In Montreal, a second wave of ethnic Chinese were the Chinese-Vietnamese boat-people. Most of them fled Vietnam for their lives and although they were natural entrepreneurs, they arrived here with nothing. They have had a big influence in our Chinatown and became leaders in the Montreal Chinese community. In general, neither of these first two groups spoke Mandarin, but the Vietnamese certainly introduced a new Vietnamese -influenced cuisine. The first group became assimilated into the anglophone community. Thanks to Bill 101, as well as the French colonial heritage of Vietnam, the second wave have now largely integrated into the Francophone community, and we have seen some recent examples of how they are now even influencing Quebecois literature.

 

The third wave, which flooded Toronto and Vancouver, but much less so Montreal, were those who got out of Hong Kong before its accession by China. This was a very affluent population, also Cantonese speaking, well educated and of a professional bent.
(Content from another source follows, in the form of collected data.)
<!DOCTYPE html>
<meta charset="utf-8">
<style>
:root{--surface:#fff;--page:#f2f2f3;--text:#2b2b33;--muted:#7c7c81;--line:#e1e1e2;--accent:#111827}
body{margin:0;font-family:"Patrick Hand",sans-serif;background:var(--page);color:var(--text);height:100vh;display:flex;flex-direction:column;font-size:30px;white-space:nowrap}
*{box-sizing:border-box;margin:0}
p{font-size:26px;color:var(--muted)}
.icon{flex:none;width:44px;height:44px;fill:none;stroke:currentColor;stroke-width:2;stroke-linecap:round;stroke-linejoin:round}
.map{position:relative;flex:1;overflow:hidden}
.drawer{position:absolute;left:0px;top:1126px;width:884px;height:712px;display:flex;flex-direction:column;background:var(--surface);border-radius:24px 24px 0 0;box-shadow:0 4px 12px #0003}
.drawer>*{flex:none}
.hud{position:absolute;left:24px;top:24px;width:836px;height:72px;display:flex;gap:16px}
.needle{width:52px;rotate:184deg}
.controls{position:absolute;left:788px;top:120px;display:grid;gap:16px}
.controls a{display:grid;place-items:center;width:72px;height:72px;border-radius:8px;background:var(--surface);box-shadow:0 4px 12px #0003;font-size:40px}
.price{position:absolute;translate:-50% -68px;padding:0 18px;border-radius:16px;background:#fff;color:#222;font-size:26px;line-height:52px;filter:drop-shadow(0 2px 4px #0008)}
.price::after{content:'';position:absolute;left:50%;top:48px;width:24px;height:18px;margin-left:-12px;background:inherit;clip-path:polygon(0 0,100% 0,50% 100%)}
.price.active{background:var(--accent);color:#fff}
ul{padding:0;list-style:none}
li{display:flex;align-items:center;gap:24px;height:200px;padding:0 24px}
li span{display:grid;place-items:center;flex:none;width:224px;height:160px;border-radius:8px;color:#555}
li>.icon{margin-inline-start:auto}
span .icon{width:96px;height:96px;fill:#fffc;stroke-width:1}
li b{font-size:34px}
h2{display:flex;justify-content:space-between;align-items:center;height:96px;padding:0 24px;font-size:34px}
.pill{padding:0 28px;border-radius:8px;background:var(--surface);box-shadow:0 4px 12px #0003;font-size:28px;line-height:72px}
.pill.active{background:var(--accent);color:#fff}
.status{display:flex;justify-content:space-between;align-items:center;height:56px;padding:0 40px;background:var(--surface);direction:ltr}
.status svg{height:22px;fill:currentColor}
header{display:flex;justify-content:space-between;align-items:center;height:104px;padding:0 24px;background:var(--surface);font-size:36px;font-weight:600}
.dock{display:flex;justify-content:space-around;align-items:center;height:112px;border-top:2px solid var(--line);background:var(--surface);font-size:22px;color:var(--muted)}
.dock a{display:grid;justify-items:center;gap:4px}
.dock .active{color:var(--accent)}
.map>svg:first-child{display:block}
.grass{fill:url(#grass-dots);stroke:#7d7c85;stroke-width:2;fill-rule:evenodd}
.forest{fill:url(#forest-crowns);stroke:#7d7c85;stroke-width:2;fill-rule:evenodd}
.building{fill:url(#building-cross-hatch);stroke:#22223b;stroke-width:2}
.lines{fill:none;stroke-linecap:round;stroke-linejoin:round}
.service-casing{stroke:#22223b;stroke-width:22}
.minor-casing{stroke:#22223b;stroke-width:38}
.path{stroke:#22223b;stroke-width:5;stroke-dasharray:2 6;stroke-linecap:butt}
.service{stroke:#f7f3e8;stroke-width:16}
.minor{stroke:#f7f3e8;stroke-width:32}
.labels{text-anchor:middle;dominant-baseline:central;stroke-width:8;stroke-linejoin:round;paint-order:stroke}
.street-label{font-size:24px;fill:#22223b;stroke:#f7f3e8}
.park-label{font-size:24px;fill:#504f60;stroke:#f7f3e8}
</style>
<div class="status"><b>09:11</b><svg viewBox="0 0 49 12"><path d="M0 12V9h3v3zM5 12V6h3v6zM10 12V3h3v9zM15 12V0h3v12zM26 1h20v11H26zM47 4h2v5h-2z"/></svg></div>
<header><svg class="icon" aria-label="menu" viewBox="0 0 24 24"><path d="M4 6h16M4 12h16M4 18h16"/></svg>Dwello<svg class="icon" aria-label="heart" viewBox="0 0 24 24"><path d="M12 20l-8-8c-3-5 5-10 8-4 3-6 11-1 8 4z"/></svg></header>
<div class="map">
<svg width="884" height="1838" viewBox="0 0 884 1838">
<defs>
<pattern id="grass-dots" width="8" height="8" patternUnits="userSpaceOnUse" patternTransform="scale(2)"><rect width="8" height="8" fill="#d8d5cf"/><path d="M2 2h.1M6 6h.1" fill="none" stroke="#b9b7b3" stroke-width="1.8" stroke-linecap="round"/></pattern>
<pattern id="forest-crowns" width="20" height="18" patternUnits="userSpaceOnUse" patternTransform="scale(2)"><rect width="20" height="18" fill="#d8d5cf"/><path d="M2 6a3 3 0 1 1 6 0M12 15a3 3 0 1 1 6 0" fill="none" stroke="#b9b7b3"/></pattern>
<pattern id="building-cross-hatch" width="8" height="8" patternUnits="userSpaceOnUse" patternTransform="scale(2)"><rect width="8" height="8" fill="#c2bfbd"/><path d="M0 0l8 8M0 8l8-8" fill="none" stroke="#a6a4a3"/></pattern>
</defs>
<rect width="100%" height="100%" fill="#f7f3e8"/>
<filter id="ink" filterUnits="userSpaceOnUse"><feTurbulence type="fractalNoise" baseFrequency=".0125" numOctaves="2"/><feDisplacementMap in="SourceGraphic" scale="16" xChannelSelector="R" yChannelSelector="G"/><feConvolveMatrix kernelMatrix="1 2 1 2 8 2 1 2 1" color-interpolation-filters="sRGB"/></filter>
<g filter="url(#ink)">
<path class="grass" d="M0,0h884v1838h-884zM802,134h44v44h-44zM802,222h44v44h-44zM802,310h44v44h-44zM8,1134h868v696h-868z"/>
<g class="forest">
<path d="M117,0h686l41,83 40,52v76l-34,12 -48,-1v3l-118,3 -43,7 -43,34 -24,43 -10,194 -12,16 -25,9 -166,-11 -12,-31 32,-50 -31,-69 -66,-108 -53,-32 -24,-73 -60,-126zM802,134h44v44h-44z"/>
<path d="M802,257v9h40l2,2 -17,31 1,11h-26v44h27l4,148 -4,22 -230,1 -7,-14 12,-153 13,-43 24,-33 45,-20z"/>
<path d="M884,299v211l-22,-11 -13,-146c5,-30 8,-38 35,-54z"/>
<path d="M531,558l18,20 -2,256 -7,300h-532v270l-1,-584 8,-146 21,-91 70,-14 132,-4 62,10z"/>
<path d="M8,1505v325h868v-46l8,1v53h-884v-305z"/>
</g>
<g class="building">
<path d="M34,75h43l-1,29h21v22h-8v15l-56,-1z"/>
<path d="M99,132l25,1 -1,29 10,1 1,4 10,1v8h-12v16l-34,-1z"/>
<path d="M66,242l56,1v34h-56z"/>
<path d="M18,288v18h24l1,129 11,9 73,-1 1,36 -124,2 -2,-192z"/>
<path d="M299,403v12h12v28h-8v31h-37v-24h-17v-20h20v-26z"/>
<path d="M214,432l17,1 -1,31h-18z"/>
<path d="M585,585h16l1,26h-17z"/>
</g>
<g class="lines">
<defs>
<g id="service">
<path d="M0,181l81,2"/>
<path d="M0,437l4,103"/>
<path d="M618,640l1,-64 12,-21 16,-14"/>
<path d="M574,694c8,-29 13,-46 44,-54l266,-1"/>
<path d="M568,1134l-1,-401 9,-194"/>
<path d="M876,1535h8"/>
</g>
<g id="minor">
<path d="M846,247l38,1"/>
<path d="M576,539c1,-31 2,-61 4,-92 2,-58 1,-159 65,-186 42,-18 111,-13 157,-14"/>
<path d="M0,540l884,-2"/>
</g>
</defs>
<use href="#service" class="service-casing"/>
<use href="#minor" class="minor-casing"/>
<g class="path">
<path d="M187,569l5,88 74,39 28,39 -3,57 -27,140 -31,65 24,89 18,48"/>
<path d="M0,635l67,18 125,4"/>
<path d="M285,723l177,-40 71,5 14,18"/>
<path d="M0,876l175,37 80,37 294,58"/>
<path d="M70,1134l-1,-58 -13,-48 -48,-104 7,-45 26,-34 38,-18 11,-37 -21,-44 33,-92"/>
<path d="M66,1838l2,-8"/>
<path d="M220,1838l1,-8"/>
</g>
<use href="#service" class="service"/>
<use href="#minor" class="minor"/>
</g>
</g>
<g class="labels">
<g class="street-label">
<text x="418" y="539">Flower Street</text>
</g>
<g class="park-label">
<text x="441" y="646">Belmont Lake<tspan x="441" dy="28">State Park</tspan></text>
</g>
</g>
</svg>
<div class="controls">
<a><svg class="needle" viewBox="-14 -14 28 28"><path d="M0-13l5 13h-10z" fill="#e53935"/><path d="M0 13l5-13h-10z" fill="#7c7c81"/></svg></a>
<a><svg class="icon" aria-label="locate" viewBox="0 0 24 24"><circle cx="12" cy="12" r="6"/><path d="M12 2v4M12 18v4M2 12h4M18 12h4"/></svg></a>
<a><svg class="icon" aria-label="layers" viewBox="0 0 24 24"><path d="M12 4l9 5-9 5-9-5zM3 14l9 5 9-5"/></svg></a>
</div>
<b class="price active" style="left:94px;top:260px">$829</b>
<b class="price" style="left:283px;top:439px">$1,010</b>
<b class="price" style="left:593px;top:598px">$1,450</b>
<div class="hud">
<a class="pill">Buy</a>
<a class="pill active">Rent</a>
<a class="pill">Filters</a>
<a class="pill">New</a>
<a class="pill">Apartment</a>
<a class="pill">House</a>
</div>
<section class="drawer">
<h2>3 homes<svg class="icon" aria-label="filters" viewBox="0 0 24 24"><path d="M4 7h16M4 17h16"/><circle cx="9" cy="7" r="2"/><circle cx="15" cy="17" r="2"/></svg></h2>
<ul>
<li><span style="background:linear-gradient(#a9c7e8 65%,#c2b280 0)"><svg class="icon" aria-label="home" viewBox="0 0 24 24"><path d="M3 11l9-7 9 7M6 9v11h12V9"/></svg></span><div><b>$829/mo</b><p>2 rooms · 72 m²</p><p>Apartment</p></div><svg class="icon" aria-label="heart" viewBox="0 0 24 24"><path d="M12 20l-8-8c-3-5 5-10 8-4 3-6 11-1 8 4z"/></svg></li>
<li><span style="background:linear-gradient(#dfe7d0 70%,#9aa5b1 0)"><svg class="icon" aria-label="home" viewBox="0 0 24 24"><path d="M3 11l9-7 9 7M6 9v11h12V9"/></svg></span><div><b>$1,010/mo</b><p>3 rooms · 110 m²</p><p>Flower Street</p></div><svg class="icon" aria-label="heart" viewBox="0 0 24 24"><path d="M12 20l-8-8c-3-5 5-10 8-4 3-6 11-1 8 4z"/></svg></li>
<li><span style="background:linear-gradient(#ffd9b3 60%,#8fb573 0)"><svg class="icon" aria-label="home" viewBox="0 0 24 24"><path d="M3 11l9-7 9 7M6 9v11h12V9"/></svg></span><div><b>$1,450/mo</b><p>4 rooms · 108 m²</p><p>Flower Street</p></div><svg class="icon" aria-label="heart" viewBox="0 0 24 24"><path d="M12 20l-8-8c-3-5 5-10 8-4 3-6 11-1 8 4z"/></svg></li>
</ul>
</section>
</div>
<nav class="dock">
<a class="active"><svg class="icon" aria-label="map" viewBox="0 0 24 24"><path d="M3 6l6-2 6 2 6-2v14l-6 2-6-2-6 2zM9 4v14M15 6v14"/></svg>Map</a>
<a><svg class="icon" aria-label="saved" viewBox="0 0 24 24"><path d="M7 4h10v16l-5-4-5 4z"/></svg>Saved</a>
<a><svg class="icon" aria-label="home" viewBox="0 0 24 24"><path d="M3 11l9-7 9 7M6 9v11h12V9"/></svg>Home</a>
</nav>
Many of them have settled in Brossard.

 

Then there were the post Tienamin students, a wave which, in a way, continues to today. These are the crème de la crème; highly educated and very tech-savvy. They are creating the buzz along St Catherine Ouest and we are now seeing a new type of village; modern, with a much wider brand of cuisine and thronging with young well educated mainland Chinese.

 

Many of this group feel no affinity to Chinatown and often view it with some embarrassment. It is seen as run-down and dated, with no cultural connection to the modern China. Even their Chinese signage is so passé that young mainland Chinese cannot understand it. Chinatown can be used by them as a market for Chinese food and goods, but it is quite peripheral to their other cultural needs.

 

So, in my view, Chinatown can stay as a folkloric symbol of a part of Montreal`s history, and if properly designed, can continue to be a destination, including for out-of-town tourists. But I am doubtful that it will ever attract the young, educated and hip Chinese who live here.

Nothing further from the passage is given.